Neighboring counties are Tunica County (north), Quitman County (east), Tallahatchie County (southeast), Bolivar County (southwest), and Phillips County, Arkansas (west). Communities in the county include Clarksdale, Coahoma, Friars Point, Jonestown, Lula, Lyon, Bobo, Claremont, Clover Hill, Dublin, Farrell, Hillhouse, Lu-Rand, Mattson, Moon Lake (community), Rena Lara, Rich, Roundaway, Rudyard, Sherard, and Stovall.

 

 

Coahoma County Records

Coahoma County MSGHN has many records here on our website. Marriage records and more. Look at the Coahoma County Records links in the menu on the left for a list of available data.

Birth Records - The Mississippi Department of Health maintains records of births after November 1, 1912 on file. This was the year Mississippi began keeping official birth records. You can obtain official copies of birth certificates by mail by using this birth record application on their website. If you just have to order by internet or phone, or use a credit card, you can use VitalCheck, a third party records company recognized by the Mississippi Dept. of Health. Since there are no official birth records before November 1, 1912 for births prior to that date you will need to determine birth information from census records, bible records, baptismal records, cemetery tombstones, etc.

Death Records - The Mississippi Department of Health maintains births recorded after November 1, 1912 on file. This was the year Mississippi began keeping official death records. You can obtain official copies of death certificates by mail by using this death record application on their website. If you just have to order by internet or phone, or use a credit card, you can use VitalCheck, a third party records company recognized by the Mississippi Dept. of Health. Since there are no official death records before November 1, 1912 for deaths prior to that date you will need to determine death information from census records, bible records, funeral home records, cemetery tombstones, etc.

Marriage Records - We have thousands of county marriage records here on our website. These dates will assist you greatly in obtaining a copy of the original marriage license.
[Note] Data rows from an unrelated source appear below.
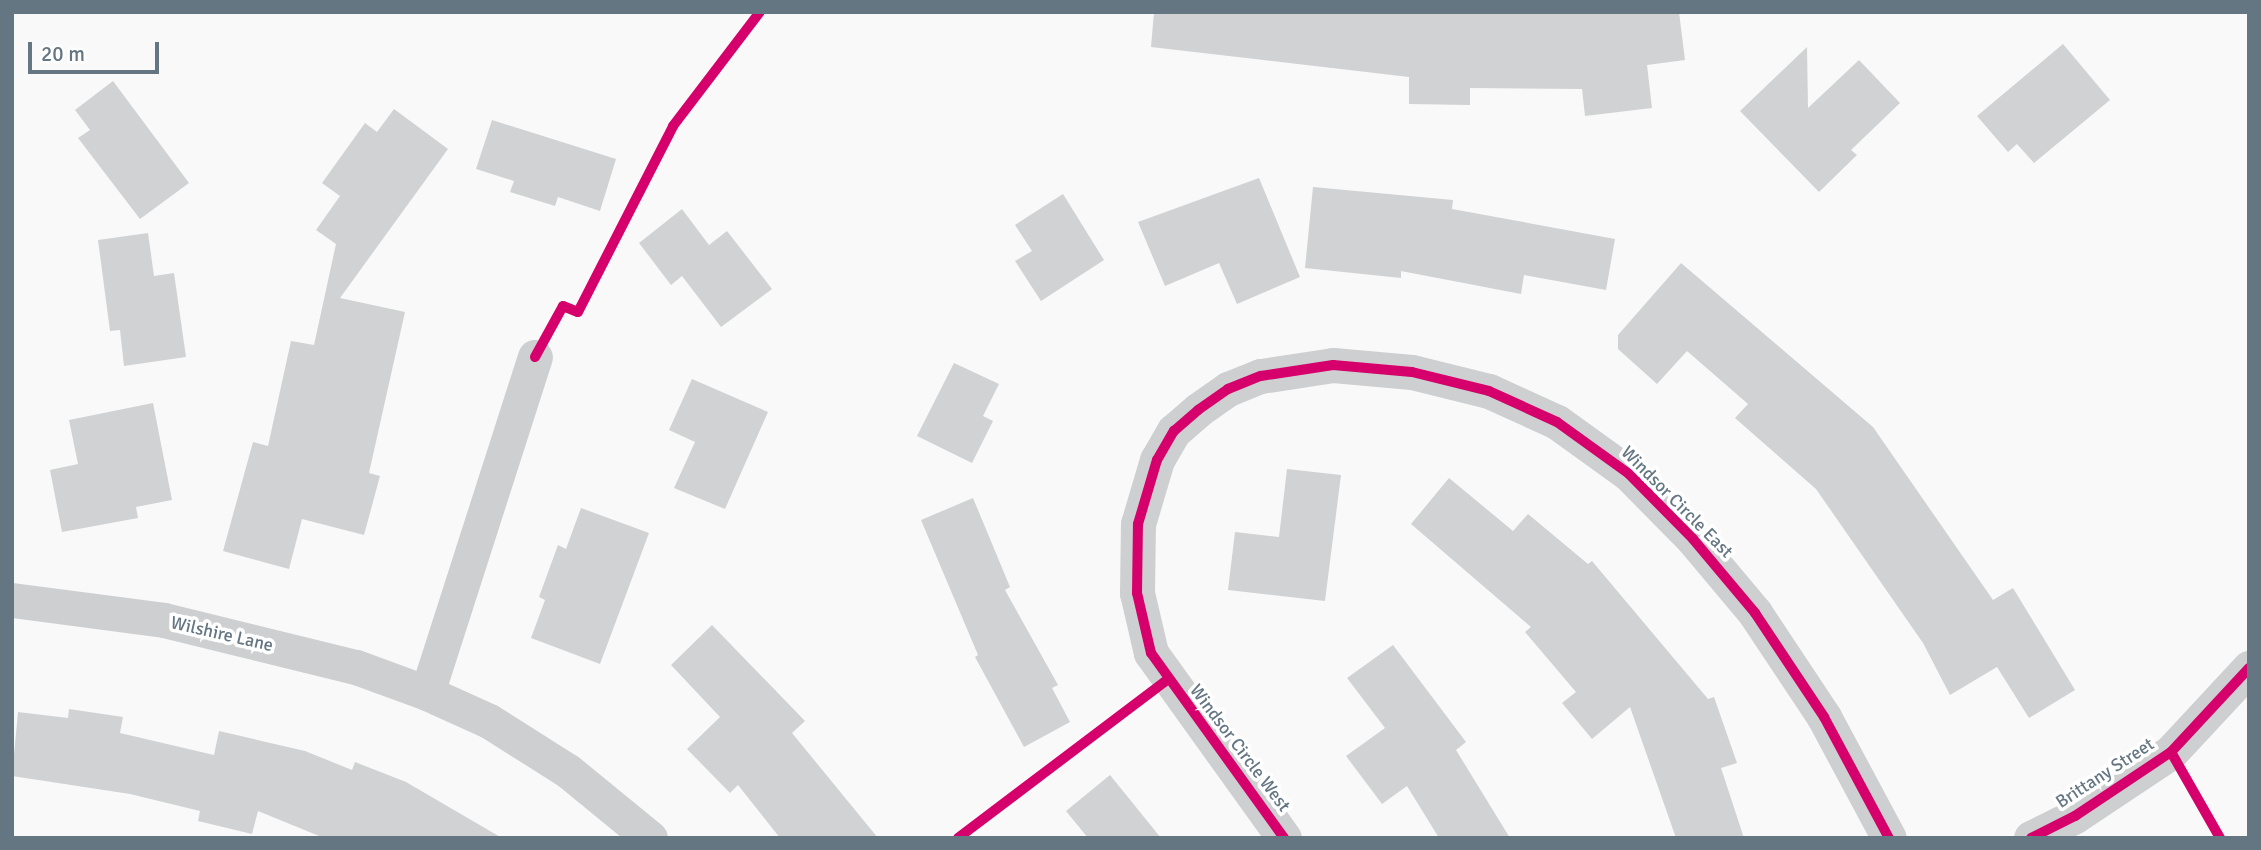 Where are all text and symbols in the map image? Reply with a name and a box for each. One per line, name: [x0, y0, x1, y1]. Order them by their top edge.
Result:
scale bar: [32, 28, 163, 72]
text: 20 m: [41, 41, 85, 67]
street label: Windsor Circle East: [1617, 442, 1737, 562]
street label: Wilshire Lane: [169, 612, 275, 656]
street label: Windsor Circle West: [1185, 680, 1295, 816]
street label: Brittany Street: [2052, 733, 2158, 813] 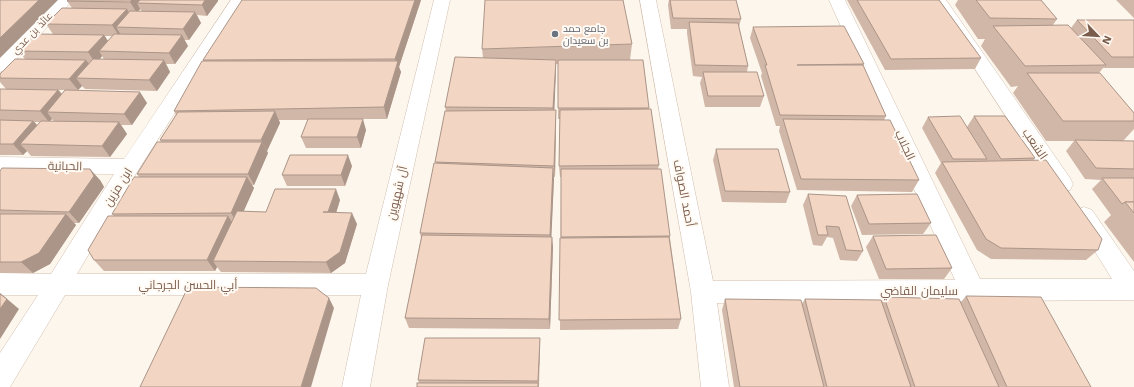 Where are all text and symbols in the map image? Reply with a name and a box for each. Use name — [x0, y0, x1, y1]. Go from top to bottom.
street label: عائذ بن عدي — [9, 10, 56, 57]
north arrow — [1078, 16, 1118, 56]
place label: جامع حمد بن سعيدان — [563, 23, 608, 47]
marker: جامع حمد بن سعيدان — [550, 29, 560, 39]
text: N — [1099, 34, 1114, 46]
street label: الشعب — [1020, 126, 1050, 162]
street label: الجلاب — [892, 128, 918, 162]
street label: أحمد الصواف — [671, 158, 698, 228]
street label: الحبانية — [48, 159, 82, 173]
street label: آل شهيوين — [384, 164, 410, 221]
street label: ابن مزين — [101, 165, 135, 209]
street label: أبي الحسن الجرجاني — [139, 277, 237, 295]
street label: سليمان القاضي — [880, 284, 958, 301] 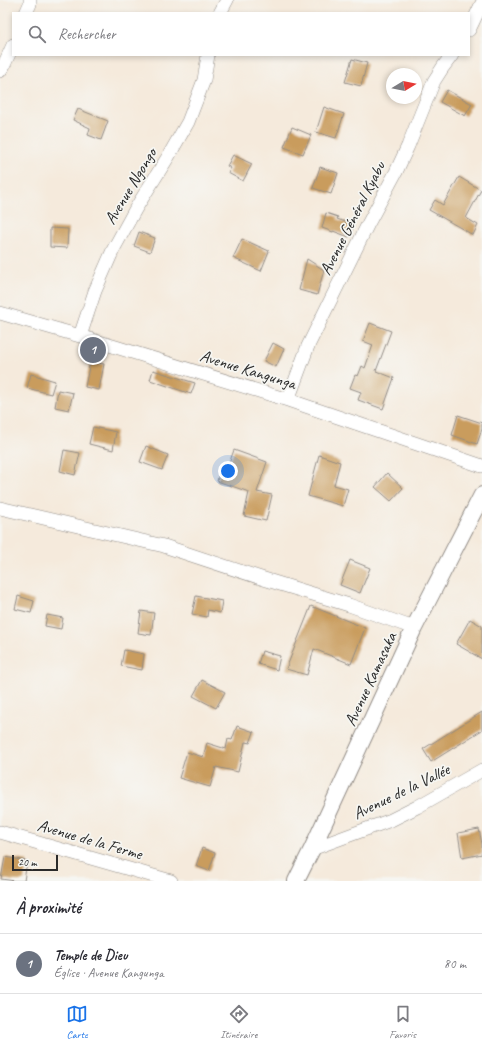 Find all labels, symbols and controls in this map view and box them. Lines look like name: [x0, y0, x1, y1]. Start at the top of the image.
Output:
search box: [12, 12, 470, 56]
icon: search: [26, 23, 48, 45]
text: Rechercher: [58, 25, 116, 44]
north arrow: [386, 68, 422, 104]
street label: Avenue Ngongo: [100, 143, 162, 228]
street label: Avenue Général Kyabu: [315, 156, 391, 278]
pin: 1: [80, 335, 106, 365]
street label: Avenue Kangunga: [197, 345, 300, 395]
your location: [218, 461, 238, 481]
street label: Avenue Kamasaka: [340, 628, 402, 729]
street label: Avenue de la Vallée: [349, 758, 454, 824]
street label: Avenue de la Ferme: [35, 815, 146, 865]
scale bar: [12, 853, 58, 872]
text: 20 m: [18, 855, 37, 869]
text: À proximité: [16, 897, 81, 918]
text: Temple de Dieu: [54, 946, 127, 965]
text: 1: [26, 956, 32, 972]
text: 80 m: [444, 956, 466, 972]
text: Église · Avenue Kangunga: [54, 965, 163, 981]
tab: Carte: [66, 1003, 88, 1041]
tab: Itinéraire: [220, 1003, 257, 1041]
tab: Favoris: [389, 1003, 416, 1041]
The Mississippi Department of Health can provide you with this for marriages that took place between January 1, 1926 to June 30, 1938, and for January 1, 1942 to present by mail by using this marriage record application on their website. If you just have to order by internet or phone, or use a credit card, you can use VitalCheck, a third party records company recognized by the Mississippi Dept. of Health.

All existing county marriage records for any date not listed above (and for the dates listed above for that matter) may be obtained from the county's Circuit Clerk's office.

Divorce Records - Prior to 1859, divorce proceedings were introduced as private bills in the Mississippi State Legislature. References to these can be found in the books Index of Mississippi Session Acts 1817 - 1865 and Index to the Laws of the Mississippi Territory. These books can be found at the Mississippi Department of Archives and History as well as many other genealogy repositories and libraries across the state. After 1859, county divorce proceedings were filed in the county's Chancery Clerk's office.